### The problem
Read through the listing, and wherever a line holds the word "absolute", return it.

### Dataset extract
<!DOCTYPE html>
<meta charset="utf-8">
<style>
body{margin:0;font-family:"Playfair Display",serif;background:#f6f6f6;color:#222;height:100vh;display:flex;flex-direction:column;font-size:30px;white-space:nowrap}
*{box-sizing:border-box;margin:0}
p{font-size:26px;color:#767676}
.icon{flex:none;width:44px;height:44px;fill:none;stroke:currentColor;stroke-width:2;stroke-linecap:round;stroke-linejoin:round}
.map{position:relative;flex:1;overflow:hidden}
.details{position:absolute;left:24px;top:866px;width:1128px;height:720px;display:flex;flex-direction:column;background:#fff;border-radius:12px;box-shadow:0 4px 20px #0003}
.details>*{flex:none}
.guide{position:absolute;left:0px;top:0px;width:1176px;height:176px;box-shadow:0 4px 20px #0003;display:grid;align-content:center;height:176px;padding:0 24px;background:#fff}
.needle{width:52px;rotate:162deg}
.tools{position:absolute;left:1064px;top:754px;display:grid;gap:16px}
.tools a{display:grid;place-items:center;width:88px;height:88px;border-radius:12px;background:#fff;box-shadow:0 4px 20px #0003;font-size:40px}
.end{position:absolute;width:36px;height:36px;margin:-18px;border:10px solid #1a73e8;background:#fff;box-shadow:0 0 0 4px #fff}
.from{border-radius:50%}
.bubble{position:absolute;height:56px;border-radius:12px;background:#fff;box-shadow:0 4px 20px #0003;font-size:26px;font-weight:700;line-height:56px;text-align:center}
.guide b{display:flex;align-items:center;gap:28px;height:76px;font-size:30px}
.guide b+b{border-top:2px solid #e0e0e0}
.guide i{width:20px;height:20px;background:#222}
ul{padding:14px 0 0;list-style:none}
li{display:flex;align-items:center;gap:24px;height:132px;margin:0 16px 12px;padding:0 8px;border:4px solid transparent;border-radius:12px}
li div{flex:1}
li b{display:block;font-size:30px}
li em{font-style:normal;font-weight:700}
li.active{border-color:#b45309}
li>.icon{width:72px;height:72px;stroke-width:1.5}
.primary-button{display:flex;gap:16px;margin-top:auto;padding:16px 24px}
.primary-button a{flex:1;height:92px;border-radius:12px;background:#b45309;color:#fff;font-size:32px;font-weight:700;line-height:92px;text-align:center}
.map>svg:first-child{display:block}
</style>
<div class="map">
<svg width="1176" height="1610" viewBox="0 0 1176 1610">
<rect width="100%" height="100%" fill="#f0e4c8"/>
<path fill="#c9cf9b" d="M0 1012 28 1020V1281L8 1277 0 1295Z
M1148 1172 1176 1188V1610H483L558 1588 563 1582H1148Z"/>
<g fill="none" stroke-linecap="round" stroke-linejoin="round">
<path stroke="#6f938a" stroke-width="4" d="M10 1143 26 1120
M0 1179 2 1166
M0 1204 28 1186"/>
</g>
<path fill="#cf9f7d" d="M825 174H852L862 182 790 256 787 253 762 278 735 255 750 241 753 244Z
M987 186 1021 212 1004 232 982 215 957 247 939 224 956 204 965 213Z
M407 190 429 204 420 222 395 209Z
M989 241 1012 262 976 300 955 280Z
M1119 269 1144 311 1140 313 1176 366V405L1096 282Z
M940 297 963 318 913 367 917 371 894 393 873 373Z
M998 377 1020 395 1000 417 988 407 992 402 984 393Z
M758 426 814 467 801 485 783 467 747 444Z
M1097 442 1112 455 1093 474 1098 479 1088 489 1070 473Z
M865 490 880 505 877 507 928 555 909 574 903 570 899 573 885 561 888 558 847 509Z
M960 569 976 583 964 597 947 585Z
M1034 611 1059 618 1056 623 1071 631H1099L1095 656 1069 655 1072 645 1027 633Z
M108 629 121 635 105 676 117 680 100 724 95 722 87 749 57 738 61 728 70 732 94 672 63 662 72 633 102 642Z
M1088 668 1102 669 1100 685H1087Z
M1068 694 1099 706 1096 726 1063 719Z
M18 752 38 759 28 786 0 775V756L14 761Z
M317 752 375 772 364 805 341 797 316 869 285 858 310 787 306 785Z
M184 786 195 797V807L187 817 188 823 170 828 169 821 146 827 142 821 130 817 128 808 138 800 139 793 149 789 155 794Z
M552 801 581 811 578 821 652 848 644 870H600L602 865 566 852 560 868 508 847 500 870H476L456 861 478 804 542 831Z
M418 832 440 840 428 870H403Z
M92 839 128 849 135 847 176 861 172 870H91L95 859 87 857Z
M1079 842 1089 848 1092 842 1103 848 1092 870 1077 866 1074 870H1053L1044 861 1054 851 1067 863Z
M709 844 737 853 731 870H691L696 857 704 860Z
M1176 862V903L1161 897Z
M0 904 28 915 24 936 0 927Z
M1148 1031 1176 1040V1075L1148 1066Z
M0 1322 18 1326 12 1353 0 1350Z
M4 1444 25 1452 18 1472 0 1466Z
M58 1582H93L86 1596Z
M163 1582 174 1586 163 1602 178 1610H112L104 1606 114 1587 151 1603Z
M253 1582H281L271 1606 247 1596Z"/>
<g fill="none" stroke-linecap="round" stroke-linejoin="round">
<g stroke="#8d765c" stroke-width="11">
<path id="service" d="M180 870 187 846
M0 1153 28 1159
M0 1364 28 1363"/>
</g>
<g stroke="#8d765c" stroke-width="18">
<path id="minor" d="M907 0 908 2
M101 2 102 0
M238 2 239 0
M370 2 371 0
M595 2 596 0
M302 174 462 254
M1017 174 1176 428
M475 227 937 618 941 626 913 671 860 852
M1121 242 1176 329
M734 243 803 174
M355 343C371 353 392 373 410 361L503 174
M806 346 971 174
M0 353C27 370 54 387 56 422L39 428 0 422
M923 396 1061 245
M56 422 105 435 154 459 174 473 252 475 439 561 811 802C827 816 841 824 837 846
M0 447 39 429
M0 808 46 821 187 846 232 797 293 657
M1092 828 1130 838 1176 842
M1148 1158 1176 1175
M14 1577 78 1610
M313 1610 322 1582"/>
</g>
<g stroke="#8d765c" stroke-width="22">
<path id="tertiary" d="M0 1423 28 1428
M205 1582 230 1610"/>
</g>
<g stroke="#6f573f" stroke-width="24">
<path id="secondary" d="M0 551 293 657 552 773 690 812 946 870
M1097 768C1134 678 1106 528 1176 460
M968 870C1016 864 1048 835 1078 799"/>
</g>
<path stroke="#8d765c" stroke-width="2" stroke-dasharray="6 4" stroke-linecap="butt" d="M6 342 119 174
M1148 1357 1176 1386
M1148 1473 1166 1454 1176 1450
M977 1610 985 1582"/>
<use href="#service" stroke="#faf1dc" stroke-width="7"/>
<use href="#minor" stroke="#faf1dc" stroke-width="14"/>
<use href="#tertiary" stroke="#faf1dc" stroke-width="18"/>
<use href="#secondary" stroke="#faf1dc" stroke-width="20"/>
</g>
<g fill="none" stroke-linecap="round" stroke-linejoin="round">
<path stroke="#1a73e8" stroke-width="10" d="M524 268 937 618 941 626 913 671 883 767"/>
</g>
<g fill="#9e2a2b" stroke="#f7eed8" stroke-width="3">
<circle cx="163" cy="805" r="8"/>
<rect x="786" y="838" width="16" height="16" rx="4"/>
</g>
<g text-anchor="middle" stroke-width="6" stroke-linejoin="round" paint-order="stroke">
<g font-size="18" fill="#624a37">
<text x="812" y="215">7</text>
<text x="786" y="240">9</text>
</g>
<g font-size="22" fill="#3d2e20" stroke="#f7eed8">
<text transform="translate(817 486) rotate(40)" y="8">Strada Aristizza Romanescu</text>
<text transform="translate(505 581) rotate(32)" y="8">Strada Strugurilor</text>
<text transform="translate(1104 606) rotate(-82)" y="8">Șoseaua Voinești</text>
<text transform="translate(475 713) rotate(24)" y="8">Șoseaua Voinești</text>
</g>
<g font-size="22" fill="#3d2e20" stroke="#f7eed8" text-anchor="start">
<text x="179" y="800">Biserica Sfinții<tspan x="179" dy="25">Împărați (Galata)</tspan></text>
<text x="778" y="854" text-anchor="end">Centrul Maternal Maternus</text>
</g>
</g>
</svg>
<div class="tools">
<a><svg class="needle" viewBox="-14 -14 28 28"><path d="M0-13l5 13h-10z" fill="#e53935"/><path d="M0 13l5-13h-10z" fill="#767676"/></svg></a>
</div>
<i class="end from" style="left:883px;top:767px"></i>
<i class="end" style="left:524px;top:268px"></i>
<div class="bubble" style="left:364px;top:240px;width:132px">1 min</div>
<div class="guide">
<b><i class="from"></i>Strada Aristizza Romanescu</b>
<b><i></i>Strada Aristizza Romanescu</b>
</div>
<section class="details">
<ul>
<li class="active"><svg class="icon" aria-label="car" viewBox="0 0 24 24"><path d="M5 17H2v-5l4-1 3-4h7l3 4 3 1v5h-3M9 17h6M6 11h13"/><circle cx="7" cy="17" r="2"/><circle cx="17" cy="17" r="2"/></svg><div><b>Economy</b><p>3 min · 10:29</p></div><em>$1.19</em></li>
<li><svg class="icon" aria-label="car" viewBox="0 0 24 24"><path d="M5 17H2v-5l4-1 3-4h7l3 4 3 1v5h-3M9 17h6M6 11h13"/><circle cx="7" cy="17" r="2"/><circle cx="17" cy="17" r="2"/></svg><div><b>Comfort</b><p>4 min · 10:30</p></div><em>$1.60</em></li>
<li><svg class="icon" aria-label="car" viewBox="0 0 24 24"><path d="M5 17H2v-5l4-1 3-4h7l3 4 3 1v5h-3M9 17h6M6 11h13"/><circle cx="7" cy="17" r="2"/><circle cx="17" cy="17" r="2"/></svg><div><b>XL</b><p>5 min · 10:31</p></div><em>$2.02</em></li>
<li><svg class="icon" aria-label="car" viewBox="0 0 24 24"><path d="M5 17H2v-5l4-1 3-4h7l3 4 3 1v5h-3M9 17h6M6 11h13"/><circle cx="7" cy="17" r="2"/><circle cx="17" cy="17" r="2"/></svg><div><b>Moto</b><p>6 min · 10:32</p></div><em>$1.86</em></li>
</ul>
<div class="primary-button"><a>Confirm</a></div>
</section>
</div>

### Solution below
.details{position:absolute;left:24px;top:866px;width:1128px;height:720px;display:flex;flex-direction:column;background:#fff;border-radius:12px;box-shadow:0 4px 20px #0003}
.guide{position:absolute;left:0px;top:0px;width:1176px;height:176px;box-shadow:0 4px 20px #0003;display:grid;align-content:center;height:176px;padding:0 24px;background:#fff}
.tools{position:absolute;left:1064px;top:754px;display:grid;gap:16px}
.end{position:absolute;width:36px;height:36px;margin:-18px;border:10px solid #1a73e8;background:#fff;box-shadow:0 0 0 4px #fff}
.bubble{position:absolute;height:56px;border-radius:12px;background:#fff;box-shadow:0 4px 20px #0003;font-size:26px;font-weight:700;line-height:56px;text-align:center}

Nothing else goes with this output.